Having been in cybersecurity for over 15 years has taught me, among other things, to be extremely humble (although my parents did a good job with that, too). The field is simply too broad for a single person to learn everything, so we depend on each other to be successful together. Humility enabled me to decouple the ideas we had as founders from my ongoing contributions to the broader mission. This led me to focus on my strengths and hire for all the weaknesses my co-founders and I have. Surrounding yourself with people you can learn from has been one of the best decisions we've made. Many founders struggle finding the right role at their company and learn on the job, which typically comes with (rookie) mistakes. Many founders fool themselves into thinking they need a fancy title or responsibilities to be in control and have impact; I don't believe this is true and I am much happier focusing on how my strengths contribute getting us closer to our mission.

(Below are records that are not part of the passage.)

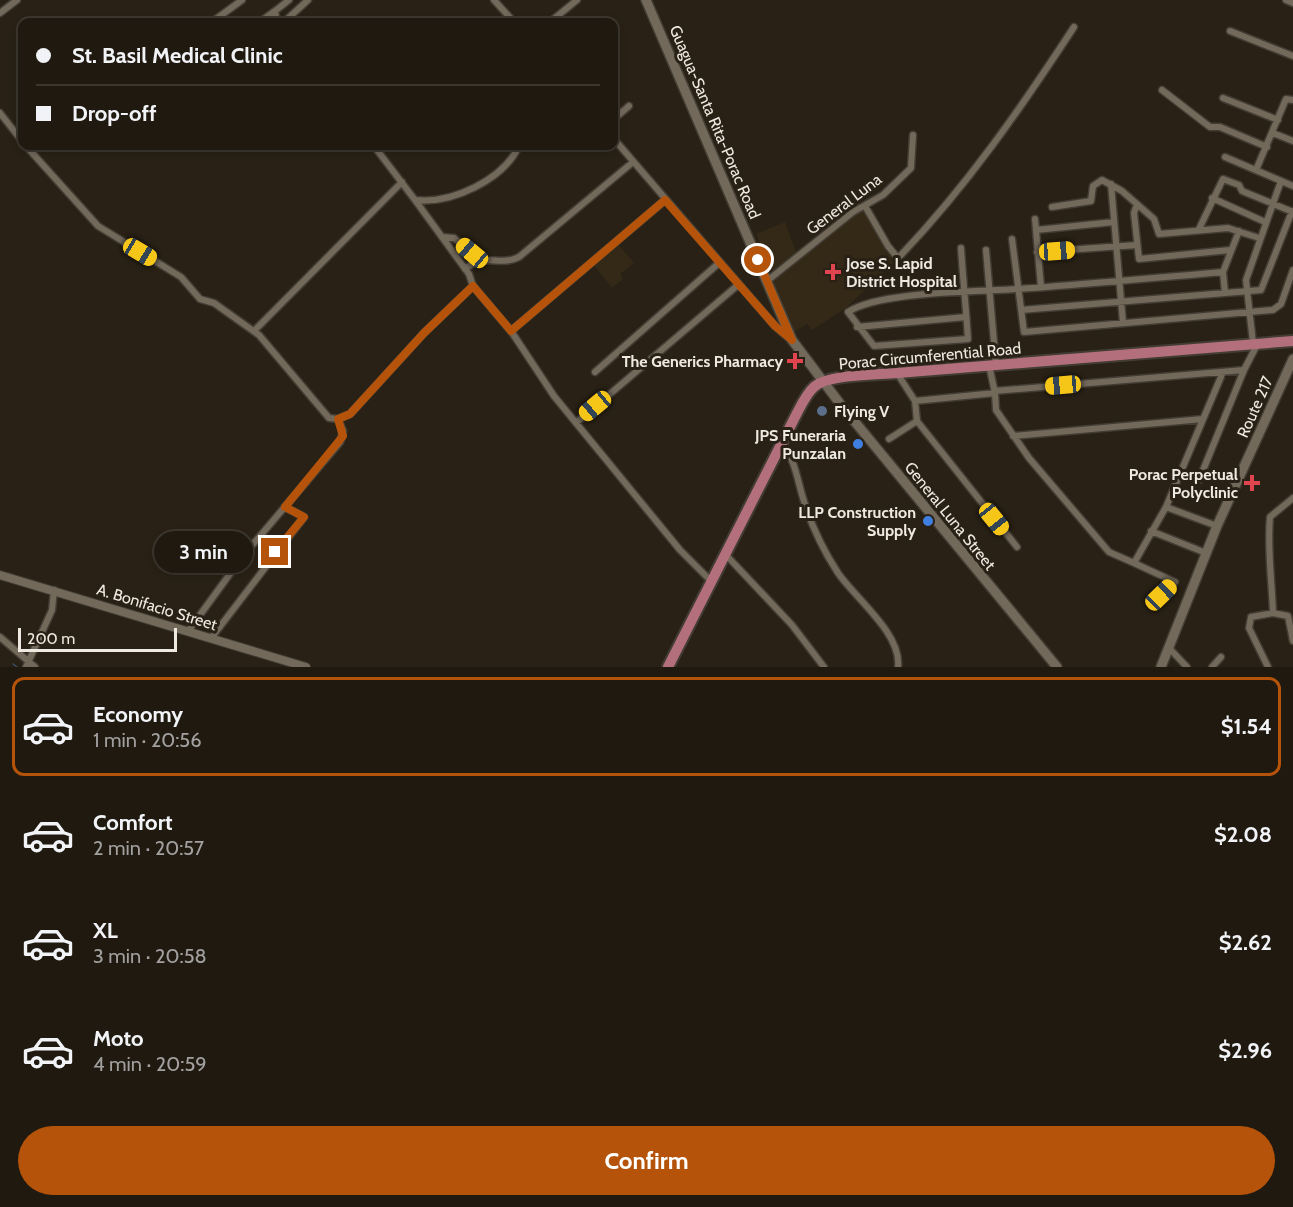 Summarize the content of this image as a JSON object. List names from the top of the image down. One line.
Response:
{"streets":{"main road":["Guagua-Santa Rita-Porac Road","Porac Circumferential Road","Route 217","General Luna Street"],"street":["General Luna","A. Bonifacio Street"]},"crossings":[["Guagua-Santa Rita-Porac Road","General Luna"],["Guagua-Santa Rita-Porac Road","Porac Circumferential Road"],["Guagua-Santa Rita-Porac Road","General Luna Street"],["Porac Circumferential Road","General Luna Street"]],"places":{"health":["Jose S. Lapid District Hospital","The Generics Pharmacy","Porac Perpetual Polyclinic"],"other":["Flying V","JPS Funeraria Punzalan","LLP Construction Supply"]},"scale_bar":"200 m","page":{"banner":["St. Basil Medical Clinic","Drop-off"],"bubble":"3 min","scale":"200 m","list":[{"name":"Economy","note":"1 min · 20:56","value":"$1.54"},{"name":"Comfort","note":"2 min · 20:57","value":"$2.08"},{"name":"XL","note":"3 min · 20:58","value":"$2.62"},{"name":"Moto","note":"4 min · 20:59","value":"$2.96"}],"buttons":"Confirm"}} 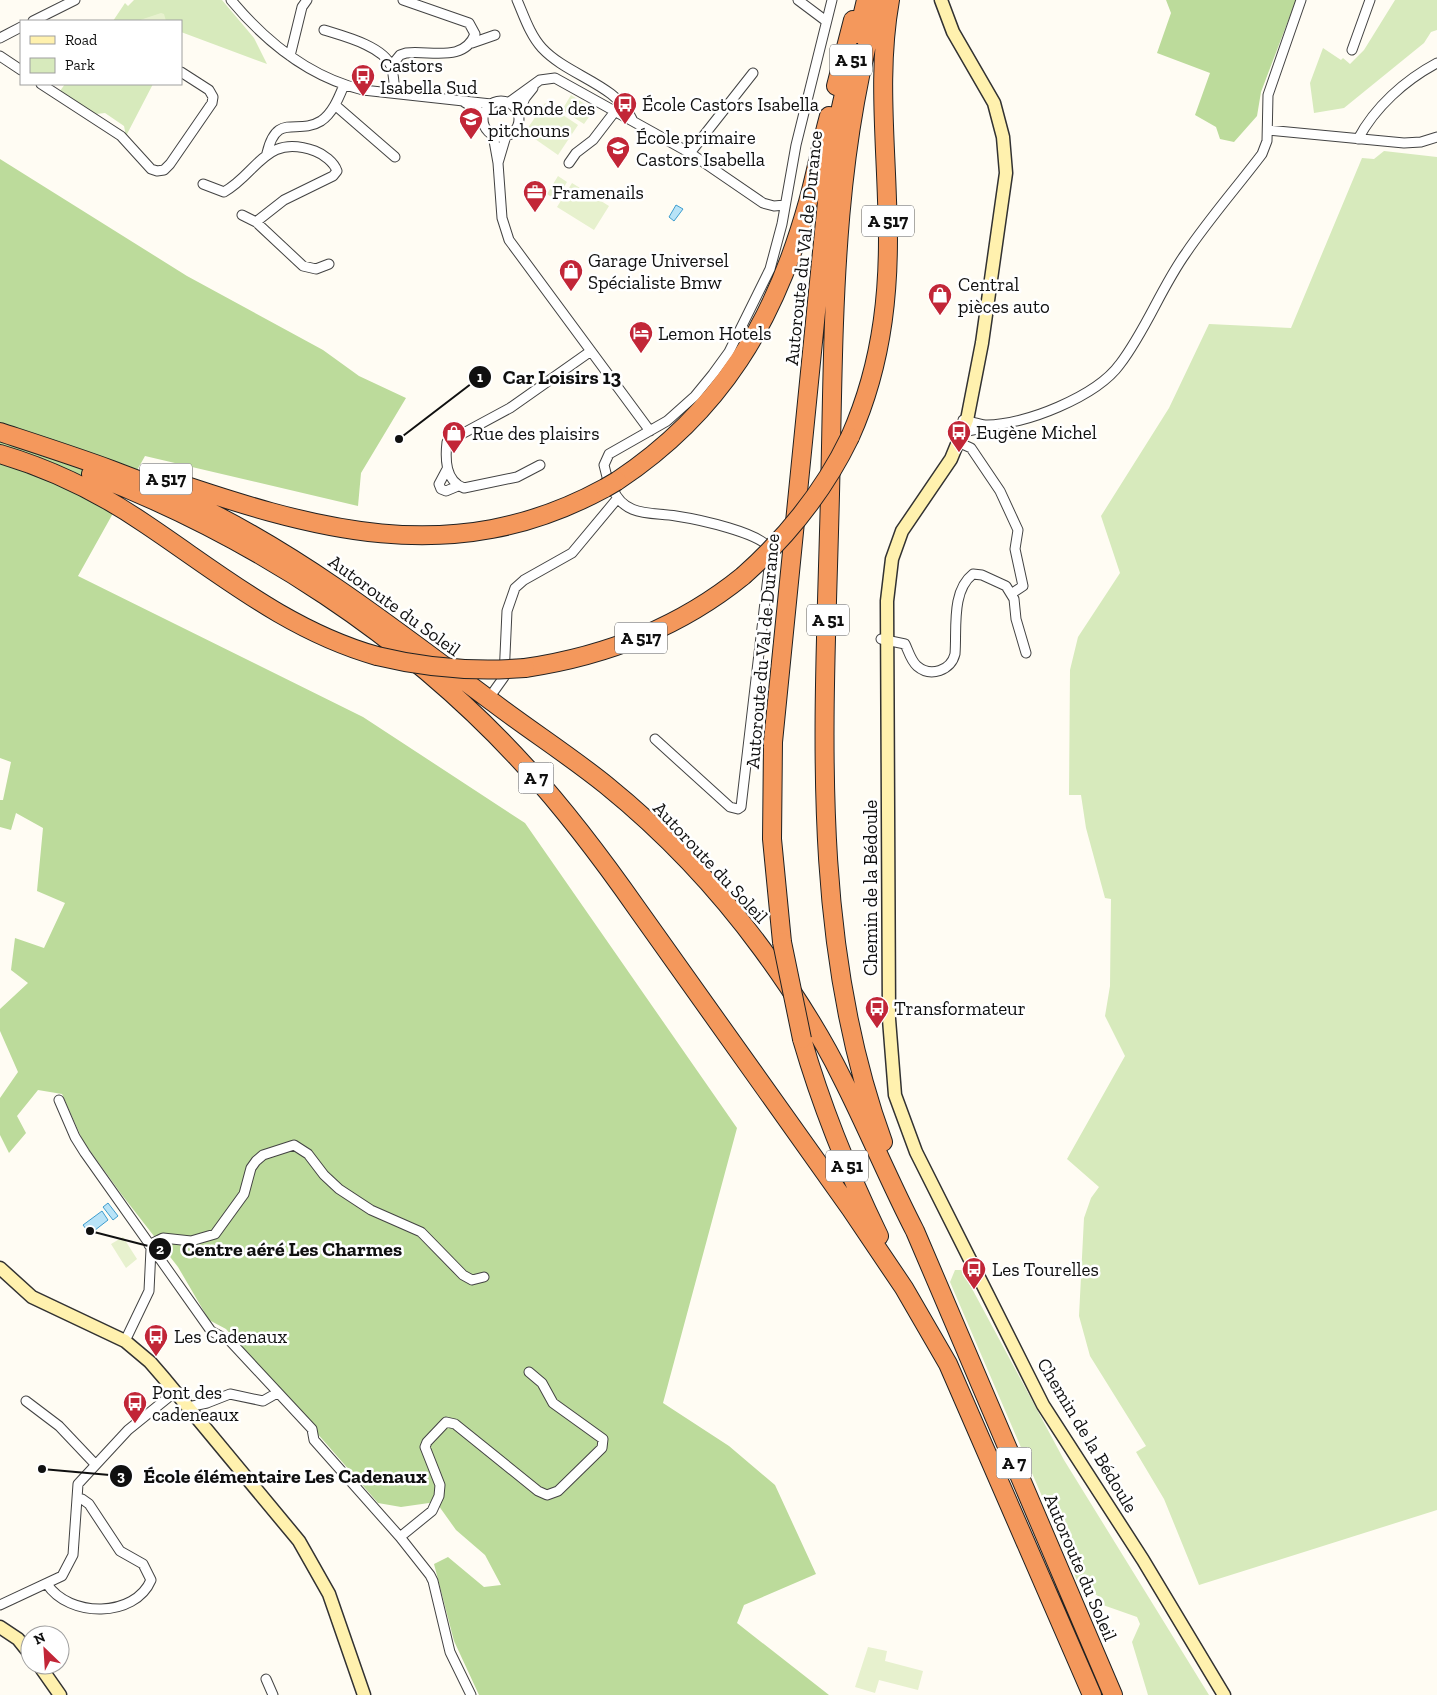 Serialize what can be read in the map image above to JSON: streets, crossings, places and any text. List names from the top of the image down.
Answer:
{
  "streets": {
    "highway": [
      "A 51",
      "A 517",
      "Autoroute du Val de Durance",
      "Autoroute du Soleil",
      "A 7"
    ],
    "street": ["Chemin de la Bédoule"]
  },
  "crossings": [
    ["A 517", "Autoroute du Soleil"],
    ["Autoroute du Val de Durance", "Autoroute du Soleil"]
  ],
  "places": {
    "bus stop": [
      "Castors Isabella Sud",
      "École Castors Isabella",
      "Eugène Michel",
      "Transformateur",
      "Les Tourelles",
      "Les Cadenaux",
      "Pont des cadeneaux"
    ],
    "school or university": ["La Ronde des pitchouns", "École primaire Castors Isabella"],
    "office": ["Framenails"],
    "shop": ["Garage Universel Spécialiste Bmw", "Central pièces auto", "Rue des plaisirs"],
    "hotel": ["Lemon Hotels"],
    "other": ["Car Loisirs 13", "Centre aéré Les Charmes", "École élémentaire Les Cadenaux"]
  },
  "legend": ["Road", "Park"],
  "north": "top left"
}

I want to share a great "hack" my co-founder Michiel and I did when we were 19. We were two years into our penetration testing consultancy business and struggled convincing companies to contract us. We had been hacking for six years at this point. We didn't blame them though, we had no credentials, no real prior work experience, and were still in university (computer science). Instead, we came up with the idea to buy every lead cake or pie if we wouldn't be able to find a security vulnerability in their systems within 30 minutes. Everyone loved it and took us up on it. The year and a half we ran this "promotion", we never bought anyone cake or pie. It showed people what we were capable of and many chose to contract us as penetration testers.

Together we creatively overcame a limitation, which eventually led to the foundation of HackerOne.